China’s economic momentum weakened in July as retail sales, industrial output, and fixed-asset investment all undershot expectations amid persistent domestic demand challenges and adding pressure on Beijing to shore up growth.
Retail sales rose 3.7% year-on-year in July, according to data from the National Bureau of Statistics, missing market forecasts of 4.6% growth and slowing from June’s 4.8% gain.
Industrial output expanded 5.7%, the weakest pace since November 2024 and below expectations for a 5.9% increase.
Fixed-asset investment for the year to date grew 1.6%, well below the 2.7% forecast and slowing from 2.8% in the first half.
Within that category, property investment contracted 12% in the first seven months of the year, marking a deeper downturn in the struggling real estate sector.
Labour market data showed China’s survey-based urban unemployment rate rose to 5.2% in July from 5% in May and June. Youth unemployment, excluding college students, has remained above 14% for the past year.

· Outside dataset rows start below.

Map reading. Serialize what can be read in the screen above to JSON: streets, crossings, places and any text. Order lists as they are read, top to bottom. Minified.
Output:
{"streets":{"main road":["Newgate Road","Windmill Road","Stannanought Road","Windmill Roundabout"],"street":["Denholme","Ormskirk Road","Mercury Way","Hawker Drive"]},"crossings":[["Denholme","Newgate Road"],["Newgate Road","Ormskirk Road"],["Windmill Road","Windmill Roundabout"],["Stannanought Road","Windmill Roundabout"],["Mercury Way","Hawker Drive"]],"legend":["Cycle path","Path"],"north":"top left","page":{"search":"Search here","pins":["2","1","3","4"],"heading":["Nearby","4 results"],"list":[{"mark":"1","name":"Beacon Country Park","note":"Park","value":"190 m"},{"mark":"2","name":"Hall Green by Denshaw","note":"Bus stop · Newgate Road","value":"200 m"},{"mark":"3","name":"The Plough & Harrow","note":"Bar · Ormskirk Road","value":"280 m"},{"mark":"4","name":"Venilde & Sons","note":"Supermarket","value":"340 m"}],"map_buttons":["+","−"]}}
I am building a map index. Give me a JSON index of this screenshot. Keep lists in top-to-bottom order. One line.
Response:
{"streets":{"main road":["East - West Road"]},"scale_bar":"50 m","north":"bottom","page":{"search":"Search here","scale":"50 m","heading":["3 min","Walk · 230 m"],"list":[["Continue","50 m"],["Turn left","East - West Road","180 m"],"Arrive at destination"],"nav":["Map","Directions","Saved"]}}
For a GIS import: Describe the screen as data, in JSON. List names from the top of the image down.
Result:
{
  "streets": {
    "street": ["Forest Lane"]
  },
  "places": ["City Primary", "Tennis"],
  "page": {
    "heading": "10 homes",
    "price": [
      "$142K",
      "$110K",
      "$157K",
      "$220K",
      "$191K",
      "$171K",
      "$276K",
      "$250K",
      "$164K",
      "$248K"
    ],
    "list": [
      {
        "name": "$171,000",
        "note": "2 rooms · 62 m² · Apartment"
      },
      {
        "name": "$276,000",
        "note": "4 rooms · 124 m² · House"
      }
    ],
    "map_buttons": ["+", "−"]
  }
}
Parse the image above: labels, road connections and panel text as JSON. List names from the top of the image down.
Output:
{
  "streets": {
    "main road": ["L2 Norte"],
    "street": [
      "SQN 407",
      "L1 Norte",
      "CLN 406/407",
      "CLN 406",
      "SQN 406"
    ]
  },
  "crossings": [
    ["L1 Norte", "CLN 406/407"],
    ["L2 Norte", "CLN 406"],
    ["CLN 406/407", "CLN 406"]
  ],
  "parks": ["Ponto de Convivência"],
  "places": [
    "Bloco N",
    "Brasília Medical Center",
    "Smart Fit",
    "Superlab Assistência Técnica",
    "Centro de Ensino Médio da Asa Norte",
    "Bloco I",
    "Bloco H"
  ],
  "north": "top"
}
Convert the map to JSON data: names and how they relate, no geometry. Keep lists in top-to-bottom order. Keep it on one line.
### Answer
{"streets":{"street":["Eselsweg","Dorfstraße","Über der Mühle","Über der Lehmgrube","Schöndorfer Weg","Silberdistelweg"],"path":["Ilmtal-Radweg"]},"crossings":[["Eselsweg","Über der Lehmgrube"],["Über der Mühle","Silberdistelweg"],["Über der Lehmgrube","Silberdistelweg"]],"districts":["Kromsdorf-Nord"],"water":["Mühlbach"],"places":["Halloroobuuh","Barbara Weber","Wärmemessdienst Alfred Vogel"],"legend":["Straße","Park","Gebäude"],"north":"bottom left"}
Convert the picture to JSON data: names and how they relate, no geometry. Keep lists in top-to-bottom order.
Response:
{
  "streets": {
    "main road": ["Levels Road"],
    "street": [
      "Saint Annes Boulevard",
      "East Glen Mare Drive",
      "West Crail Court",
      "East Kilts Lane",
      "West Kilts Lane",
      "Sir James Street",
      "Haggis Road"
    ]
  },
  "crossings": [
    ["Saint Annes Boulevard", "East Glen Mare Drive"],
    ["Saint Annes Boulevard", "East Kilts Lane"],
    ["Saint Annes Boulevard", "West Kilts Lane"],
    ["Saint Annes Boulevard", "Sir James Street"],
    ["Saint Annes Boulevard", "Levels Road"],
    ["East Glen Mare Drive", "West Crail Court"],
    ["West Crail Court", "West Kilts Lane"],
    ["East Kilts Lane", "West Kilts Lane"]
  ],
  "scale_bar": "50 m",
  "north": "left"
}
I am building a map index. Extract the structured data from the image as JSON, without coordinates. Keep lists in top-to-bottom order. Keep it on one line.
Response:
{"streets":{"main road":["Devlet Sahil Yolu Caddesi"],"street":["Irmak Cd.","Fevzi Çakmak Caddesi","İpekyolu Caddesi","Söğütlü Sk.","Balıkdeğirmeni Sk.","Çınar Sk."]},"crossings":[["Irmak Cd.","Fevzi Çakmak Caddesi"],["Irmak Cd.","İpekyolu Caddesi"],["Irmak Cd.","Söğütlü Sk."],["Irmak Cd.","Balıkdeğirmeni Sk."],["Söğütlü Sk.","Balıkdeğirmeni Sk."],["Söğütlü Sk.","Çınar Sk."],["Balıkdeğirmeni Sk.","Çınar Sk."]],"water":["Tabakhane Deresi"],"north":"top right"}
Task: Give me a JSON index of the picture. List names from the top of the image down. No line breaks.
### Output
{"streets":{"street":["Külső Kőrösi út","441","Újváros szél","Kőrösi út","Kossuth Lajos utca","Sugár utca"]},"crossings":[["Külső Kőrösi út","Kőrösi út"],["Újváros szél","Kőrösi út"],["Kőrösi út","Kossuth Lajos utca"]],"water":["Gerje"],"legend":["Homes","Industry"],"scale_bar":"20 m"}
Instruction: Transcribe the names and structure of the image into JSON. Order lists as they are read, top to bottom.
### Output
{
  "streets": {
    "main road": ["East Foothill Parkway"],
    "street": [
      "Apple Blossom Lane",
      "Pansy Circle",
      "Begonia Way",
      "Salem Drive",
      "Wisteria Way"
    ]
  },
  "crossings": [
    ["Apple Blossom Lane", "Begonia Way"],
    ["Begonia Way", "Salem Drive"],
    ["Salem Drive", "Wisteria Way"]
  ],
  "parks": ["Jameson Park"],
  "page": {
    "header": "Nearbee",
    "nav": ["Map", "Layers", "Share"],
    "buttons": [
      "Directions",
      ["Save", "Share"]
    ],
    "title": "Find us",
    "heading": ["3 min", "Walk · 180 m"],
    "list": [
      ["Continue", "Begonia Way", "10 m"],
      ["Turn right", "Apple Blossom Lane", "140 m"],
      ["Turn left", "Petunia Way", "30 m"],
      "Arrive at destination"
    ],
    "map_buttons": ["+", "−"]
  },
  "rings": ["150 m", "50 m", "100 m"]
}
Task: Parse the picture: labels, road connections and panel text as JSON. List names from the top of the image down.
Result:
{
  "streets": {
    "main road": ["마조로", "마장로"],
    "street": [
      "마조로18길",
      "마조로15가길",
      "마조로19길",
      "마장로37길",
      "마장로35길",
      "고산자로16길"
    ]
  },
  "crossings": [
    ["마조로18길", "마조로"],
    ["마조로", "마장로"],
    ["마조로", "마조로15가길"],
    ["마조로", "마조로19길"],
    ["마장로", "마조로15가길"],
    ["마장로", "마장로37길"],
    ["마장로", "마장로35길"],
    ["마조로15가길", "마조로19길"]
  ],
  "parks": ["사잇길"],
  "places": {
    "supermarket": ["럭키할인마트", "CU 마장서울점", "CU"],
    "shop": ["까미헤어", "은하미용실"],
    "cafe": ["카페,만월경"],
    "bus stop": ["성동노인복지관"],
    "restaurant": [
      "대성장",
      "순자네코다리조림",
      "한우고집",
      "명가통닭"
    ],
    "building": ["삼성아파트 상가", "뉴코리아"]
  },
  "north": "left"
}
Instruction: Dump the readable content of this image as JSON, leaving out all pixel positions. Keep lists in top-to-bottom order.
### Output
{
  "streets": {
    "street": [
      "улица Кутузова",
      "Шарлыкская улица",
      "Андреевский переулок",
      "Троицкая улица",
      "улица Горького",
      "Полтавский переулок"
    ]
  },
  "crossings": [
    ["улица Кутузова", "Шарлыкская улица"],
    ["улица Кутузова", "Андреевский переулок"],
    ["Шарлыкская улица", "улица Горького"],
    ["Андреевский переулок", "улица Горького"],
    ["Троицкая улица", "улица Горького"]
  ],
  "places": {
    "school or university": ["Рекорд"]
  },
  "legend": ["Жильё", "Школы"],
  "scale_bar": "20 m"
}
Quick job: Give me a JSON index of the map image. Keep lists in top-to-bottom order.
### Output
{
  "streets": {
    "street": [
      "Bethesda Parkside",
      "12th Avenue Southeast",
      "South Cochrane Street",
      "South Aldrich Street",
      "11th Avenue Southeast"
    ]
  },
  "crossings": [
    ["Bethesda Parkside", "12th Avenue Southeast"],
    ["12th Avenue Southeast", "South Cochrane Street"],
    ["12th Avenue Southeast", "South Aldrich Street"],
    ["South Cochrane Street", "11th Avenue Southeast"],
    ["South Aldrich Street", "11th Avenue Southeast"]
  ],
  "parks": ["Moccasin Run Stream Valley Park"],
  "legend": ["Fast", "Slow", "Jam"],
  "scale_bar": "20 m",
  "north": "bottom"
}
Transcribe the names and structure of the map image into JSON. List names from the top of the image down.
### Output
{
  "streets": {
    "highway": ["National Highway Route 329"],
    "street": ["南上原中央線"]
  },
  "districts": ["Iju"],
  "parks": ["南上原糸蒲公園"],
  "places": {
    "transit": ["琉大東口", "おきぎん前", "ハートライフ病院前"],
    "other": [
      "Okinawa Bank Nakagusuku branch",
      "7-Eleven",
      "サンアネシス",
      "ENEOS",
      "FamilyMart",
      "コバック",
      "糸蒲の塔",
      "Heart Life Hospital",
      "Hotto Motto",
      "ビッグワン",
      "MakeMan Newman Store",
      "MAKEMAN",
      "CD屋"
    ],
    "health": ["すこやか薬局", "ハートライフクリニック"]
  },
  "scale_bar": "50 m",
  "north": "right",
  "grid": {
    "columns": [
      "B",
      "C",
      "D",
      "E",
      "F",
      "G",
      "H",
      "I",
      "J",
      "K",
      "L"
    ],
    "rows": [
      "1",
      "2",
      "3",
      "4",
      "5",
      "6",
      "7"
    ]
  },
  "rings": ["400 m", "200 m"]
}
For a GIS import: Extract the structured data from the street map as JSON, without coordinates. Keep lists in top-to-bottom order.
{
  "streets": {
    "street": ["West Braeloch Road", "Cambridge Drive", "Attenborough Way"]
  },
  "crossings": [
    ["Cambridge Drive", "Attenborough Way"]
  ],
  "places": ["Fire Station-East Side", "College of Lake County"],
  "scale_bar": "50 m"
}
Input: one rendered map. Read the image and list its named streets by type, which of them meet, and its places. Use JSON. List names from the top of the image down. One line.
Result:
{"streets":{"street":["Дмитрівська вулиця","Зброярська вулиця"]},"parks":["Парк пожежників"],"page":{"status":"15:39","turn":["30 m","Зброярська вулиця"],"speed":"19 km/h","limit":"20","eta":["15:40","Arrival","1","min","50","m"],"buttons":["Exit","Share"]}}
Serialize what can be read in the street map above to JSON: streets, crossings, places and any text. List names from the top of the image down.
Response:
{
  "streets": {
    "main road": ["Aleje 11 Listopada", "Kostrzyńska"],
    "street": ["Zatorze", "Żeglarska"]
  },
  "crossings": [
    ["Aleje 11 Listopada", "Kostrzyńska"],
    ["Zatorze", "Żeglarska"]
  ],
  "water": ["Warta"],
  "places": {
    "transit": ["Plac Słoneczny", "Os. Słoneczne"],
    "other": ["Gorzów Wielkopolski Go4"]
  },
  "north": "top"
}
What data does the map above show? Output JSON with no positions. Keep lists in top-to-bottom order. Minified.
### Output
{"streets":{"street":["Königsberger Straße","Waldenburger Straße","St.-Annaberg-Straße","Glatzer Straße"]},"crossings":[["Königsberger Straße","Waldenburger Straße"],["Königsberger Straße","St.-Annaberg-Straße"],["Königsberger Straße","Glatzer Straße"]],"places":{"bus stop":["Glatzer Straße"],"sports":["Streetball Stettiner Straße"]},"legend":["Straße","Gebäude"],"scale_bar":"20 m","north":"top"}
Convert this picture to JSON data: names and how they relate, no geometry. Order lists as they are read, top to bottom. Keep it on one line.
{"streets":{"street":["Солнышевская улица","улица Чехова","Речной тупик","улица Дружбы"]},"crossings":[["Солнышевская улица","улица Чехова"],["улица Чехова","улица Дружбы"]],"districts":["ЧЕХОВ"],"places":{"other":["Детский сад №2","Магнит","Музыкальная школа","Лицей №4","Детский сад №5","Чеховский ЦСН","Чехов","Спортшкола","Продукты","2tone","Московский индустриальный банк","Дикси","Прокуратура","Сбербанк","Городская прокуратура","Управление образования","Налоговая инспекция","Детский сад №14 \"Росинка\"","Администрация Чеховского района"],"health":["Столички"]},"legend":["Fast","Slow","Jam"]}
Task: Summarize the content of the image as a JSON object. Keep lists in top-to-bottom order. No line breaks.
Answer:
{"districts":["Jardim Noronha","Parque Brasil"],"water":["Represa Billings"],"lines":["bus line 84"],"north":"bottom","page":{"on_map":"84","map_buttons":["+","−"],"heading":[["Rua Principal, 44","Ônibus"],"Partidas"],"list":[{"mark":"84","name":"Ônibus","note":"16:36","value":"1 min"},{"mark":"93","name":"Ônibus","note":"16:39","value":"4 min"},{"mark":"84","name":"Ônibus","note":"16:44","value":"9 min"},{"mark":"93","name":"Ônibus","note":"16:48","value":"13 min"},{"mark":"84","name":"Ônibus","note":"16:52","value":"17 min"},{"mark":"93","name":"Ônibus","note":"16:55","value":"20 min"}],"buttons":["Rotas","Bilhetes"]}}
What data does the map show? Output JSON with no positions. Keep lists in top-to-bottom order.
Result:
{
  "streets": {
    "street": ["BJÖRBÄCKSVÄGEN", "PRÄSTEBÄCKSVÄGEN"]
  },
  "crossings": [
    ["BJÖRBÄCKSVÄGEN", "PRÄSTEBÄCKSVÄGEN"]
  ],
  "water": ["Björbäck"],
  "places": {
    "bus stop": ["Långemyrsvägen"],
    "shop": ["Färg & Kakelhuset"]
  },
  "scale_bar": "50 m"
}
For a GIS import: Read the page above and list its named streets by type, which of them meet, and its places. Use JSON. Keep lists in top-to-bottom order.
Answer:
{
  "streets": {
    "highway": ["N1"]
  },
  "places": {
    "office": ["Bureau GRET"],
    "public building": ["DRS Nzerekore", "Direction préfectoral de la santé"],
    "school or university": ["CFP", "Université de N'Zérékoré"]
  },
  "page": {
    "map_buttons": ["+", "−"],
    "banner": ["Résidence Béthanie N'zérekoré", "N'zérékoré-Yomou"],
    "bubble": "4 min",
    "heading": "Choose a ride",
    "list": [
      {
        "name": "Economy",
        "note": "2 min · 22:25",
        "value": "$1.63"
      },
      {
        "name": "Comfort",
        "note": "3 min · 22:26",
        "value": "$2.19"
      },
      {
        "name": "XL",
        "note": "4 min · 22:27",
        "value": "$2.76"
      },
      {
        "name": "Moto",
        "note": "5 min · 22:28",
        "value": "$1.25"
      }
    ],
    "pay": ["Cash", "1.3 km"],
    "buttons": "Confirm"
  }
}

China’s economy expanded 5.3% in the first half of the year, putting it on track to meet Beijing’s 5% growth target, but economists caution that full-year growth could undershoot without additional policy support.
Meanwhile, in a sign of easing trade tensions, Beijing and Washington this week agreed to extend a tariff pause for another 90 days, pushing the deadline to mid-November and avoiding steep tariff hikes while negotiations for a longer-term deal continue.